* TASK PROMPT: Without changing anything, reproduce every record below.

* SOURCE MATERIAL:

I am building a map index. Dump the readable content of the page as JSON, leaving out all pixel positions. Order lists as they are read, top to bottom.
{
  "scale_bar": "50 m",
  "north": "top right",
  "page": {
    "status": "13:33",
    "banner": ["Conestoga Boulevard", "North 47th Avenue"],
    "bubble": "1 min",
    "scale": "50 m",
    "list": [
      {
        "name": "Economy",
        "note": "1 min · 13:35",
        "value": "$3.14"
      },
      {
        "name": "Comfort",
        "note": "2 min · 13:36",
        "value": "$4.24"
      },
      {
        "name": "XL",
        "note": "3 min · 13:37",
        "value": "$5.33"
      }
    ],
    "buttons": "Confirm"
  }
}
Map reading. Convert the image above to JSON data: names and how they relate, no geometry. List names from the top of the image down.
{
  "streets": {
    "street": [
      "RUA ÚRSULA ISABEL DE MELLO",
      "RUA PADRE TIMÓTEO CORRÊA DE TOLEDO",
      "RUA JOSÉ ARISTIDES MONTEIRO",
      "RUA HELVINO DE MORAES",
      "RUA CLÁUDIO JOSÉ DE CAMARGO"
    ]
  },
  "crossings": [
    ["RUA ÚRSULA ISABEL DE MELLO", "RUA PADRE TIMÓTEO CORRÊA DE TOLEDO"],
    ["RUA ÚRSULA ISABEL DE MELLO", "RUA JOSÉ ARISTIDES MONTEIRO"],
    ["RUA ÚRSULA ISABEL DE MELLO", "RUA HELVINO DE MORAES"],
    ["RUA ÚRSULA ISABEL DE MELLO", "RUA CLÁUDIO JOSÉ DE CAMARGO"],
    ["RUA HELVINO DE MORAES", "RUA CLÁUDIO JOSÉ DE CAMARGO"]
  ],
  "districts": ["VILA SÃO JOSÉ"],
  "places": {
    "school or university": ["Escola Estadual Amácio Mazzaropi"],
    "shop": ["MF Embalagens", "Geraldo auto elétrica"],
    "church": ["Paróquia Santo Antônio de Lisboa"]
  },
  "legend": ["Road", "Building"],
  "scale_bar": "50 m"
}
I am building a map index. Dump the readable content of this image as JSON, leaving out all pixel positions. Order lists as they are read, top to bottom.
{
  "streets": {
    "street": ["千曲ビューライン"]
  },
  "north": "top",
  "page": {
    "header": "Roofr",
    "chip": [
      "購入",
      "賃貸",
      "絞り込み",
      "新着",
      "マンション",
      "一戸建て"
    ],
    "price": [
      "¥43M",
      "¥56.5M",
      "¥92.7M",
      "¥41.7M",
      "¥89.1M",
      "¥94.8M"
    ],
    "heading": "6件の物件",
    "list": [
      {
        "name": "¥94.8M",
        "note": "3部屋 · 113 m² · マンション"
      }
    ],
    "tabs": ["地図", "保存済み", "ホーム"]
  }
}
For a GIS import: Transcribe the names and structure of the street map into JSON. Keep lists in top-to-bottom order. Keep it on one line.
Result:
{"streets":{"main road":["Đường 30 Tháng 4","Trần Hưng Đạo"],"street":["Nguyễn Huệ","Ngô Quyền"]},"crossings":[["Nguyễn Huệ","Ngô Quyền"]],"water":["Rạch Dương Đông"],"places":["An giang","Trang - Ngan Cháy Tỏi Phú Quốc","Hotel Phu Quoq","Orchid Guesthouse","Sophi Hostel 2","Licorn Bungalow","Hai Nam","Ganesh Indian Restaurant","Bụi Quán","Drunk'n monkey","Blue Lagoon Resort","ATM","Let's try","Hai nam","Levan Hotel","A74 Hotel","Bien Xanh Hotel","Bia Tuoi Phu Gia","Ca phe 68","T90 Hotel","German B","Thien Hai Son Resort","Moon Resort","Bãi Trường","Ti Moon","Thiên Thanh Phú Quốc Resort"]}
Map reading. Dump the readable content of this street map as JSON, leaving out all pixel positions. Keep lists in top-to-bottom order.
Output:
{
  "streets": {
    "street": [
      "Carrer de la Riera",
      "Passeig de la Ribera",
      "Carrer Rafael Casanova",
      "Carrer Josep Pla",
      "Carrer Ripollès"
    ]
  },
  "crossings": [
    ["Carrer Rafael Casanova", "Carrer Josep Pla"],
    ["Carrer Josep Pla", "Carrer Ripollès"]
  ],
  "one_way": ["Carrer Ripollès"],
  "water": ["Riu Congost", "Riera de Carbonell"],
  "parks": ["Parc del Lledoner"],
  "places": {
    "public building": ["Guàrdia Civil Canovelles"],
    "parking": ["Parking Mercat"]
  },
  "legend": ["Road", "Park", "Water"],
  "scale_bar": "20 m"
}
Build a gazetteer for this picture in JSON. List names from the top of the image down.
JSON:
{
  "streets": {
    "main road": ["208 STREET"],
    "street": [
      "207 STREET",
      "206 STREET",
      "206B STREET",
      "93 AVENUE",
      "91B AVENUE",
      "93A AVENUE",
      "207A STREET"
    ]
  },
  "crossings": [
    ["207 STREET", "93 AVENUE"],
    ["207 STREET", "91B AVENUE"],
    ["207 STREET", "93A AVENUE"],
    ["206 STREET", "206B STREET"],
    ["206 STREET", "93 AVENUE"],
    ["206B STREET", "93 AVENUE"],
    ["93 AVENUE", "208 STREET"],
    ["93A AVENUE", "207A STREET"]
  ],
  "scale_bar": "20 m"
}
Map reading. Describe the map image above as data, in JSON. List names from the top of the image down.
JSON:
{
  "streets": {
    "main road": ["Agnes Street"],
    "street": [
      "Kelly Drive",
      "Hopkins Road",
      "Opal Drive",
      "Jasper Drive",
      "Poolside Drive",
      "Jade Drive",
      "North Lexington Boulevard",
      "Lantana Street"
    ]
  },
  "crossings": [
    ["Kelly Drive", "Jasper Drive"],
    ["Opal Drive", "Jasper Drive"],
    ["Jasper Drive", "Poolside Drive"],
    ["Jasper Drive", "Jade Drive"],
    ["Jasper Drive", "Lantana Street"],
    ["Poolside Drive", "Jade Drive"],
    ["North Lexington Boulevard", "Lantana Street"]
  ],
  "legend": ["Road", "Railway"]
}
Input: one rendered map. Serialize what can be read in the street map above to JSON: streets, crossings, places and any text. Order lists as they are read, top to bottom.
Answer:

* SOLUTION FOR THIS EXERCISE:
I am building a map index. Dump the readable content of the page as JSON, leaving out all pixel positions. Order lists as they are read, top to bottom.
{
  "scale_bar": "50 m",
  "north": "top right",
  "page": {
    "status": "13:33",
    "banner": ["Conestoga Boulevard", "North 47th Avenue"],
    "bubble": "1 min",
    "scale": "50 m",
    "list": [
      {
        "name": "Economy",
        "note": "1 min · 13:35",
        "value": "$3.14"
      },
      {
        "name": "Comfort",
        "note": "2 min · 13:36",
        "value": "$4.24"
      },
      {
        "name": "XL",
        "note": "3 min · 13:37",
        "value": "$5.33"
      }
    ],
    "buttons": "Confirm"
  }
}
Map reading. Convert the image above to JSON data: names and how they relate, no geometry. List names from the top of the image down.
{
  "streets": {
    "street": [
      "RUA ÚRSULA ISABEL DE MELLO",
      "RUA PADRE TIMÓTEO CORRÊA DE TOLEDO",
      "RUA JOSÉ ARISTIDES MONTEIRO",
      "RUA HELVINO DE MORAES",
      "RUA CLÁUDIO JOSÉ DE CAMARGO"
    ]
  },
  "crossings": [
    ["RUA ÚRSULA ISABEL DE MELLO", "RUA PADRE TIMÓTEO CORRÊA DE TOLEDO"],
    ["RUA ÚRSULA ISABEL DE MELLO", "RUA JOSÉ ARISTIDES MONTEIRO"],
    ["RUA ÚRSULA ISABEL DE MELLO", "RUA HELVINO DE MORAES"],
    ["RUA ÚRSULA ISABEL DE MELLO", "RUA CLÁUDIO JOSÉ DE CAMARGO"],
    ["RUA HELVINO DE MORAES", "RUA CLÁUDIO JOSÉ DE CAMARGO"]
  ],
  "districts": ["VILA SÃO JOSÉ"],
  "places": {
    "school or university": ["Escola Estadual Amácio Mazzaropi"],
    "shop": ["MF Embalagens", "Geraldo auto elétrica"],
    "church": ["Paróquia Santo Antônio de Lisboa"]
  },
  "legend": ["Road", "Building"],
  "scale_bar": "50 m"
}
I am building a map index. Dump the readable content of this image as JSON, leaving out all pixel positions. Order lists as they are read, top to bottom.
{
  "streets": {
    "street": ["千曲ビューライン"]
  },
  "north": "top",
  "page": {
    "header": "Roofr",
    "chip": [
      "購入",
      "賃貸",
      "絞り込み",
      "新着",
      "マンション",
      "一戸建て"
    ],
    "price": [
      "¥43M",
      "¥56.5M",
      "¥92.7M",
      "¥41.7M",
      "¥89.1M",
      "¥94.8M"
    ],
    "heading": "6件の物件",
    "list": [
      {
        "name": "¥94.8M",
        "note": "3部屋 · 113 m² · マンション"
      }
    ],
    "tabs": ["地図", "保存済み", "ホーム"]
  }
}
For a GIS import: Transcribe the names and structure of the street map into JSON. Keep lists in top-to-bottom order. Keep it on one line.
Result:
{"streets":{"main road":["Đường 30 Tháng 4","Trần Hưng Đạo"],"street":["Nguyễn Huệ","Ngô Quyền"]},"crossings":[["Nguyễn Huệ","Ngô Quyền"]],"water":["Rạch Dương Đông"],"places":["An giang","Trang - Ngan Cháy Tỏi Phú Quốc","Hotel Phu Quoq","Orchid Guesthouse","Sophi Hostel 2","Licorn Bungalow","Hai Nam","Ganesh Indian Restaurant","Bụi Quán","Drunk'n monkey","Blue Lagoon Resort","ATM","Let's try","Hai nam","Levan Hotel","A74 Hotel","Bien Xanh Hotel","Bia Tuoi Phu Gia","Ca phe 68","T90 Hotel","German B","Thien Hai Son Resort","Moon Resort","Bãi Trường","Ti Moon","Thiên Thanh Phú Quốc Resort"]}
Map reading. Dump the readable content of this street map as JSON, leaving out all pixel positions. Keep lists in top-to-bottom order.
Output:
{
  "streets": {
    "street": [
      "Carrer de la Riera",
      "Passeig de la Ribera",
      "Carrer Rafael Casanova",
      "Carrer Josep Pla",
      "Carrer Ripollès"
    ]
  },
  "crossings": [
    ["Carrer Rafael Casanova", "Carrer Josep Pla"],
    ["Carrer Josep Pla", "Carrer Ripollès"]
  ],
  "one_way": ["Carrer Ripollès"],
  "water": ["Riu Congost", "Riera de Carbonell"],
  "parks": ["Parc del Lledoner"],
  "places": {
    "public building": ["Guàrdia Civil Canovelles"],
    "parking": ["Parking Mercat"]
  },
  "legend": ["Road", "Park", "Water"],
  "scale_bar": "20 m"
}
Build a gazetteer for this picture in JSON. List names from the top of the image down.
JSON:
{
  "streets": {
    "main road": ["208 STREET"],
    "street": [
      "207 STREET",
      "206 STREET",
      "206B STREET",
      "93 AVENUE",
      "91B AVENUE",
      "93A AVENUE",
      "207A STREET"
    ]
  },
  "crossings": [
    ["207 STREET", "93 AVENUE"],
    ["207 STREET", "91B AVENUE"],
    ["207 STREET", "93A AVENUE"],
    ["206 STREET", "206B STREET"],
    ["206 STREET", "93 AVENUE"],
    ["206B STREET", "93 AVENUE"],
    ["93 AVENUE", "208 STREET"],
    ["93A AVENUE", "207A STREET"]
  ],
  "scale_bar": "20 m"
}
Map reading. Describe the map image above as data, in JSON. List names from the top of the image down.
JSON:
{
  "streets": {
    "main road": ["Agnes Street"],
    "street": [
      "Kelly Drive",
      "Hopkins Road",
      "Opal Drive",
      "Jasper Drive",
      "Poolside Drive",
      "Jade Drive",
      "North Lexington Boulevard",
      "Lantana Street"
    ]
  },
  "crossings": [
    ["Kelly Drive", "Jasper Drive"],
    ["Opal Drive", "Jasper Drive"],
    ["Jasper Drive", "Poolside Drive"],
    ["Jasper Drive", "Jade Drive"],
    ["Jasper Drive", "Lantana Street"],
    ["Poolside Drive", "Jade Drive"],
    ["North Lexington Boulevard", "Lantana Street"]
  ],
  "legend": ["Road", "Railway"]
}
Input: one rendered map. Serialize what can be read in the street map above to JSON: streets, crossings, places and any text. Order lists as they are read, top to bottom.
Answer:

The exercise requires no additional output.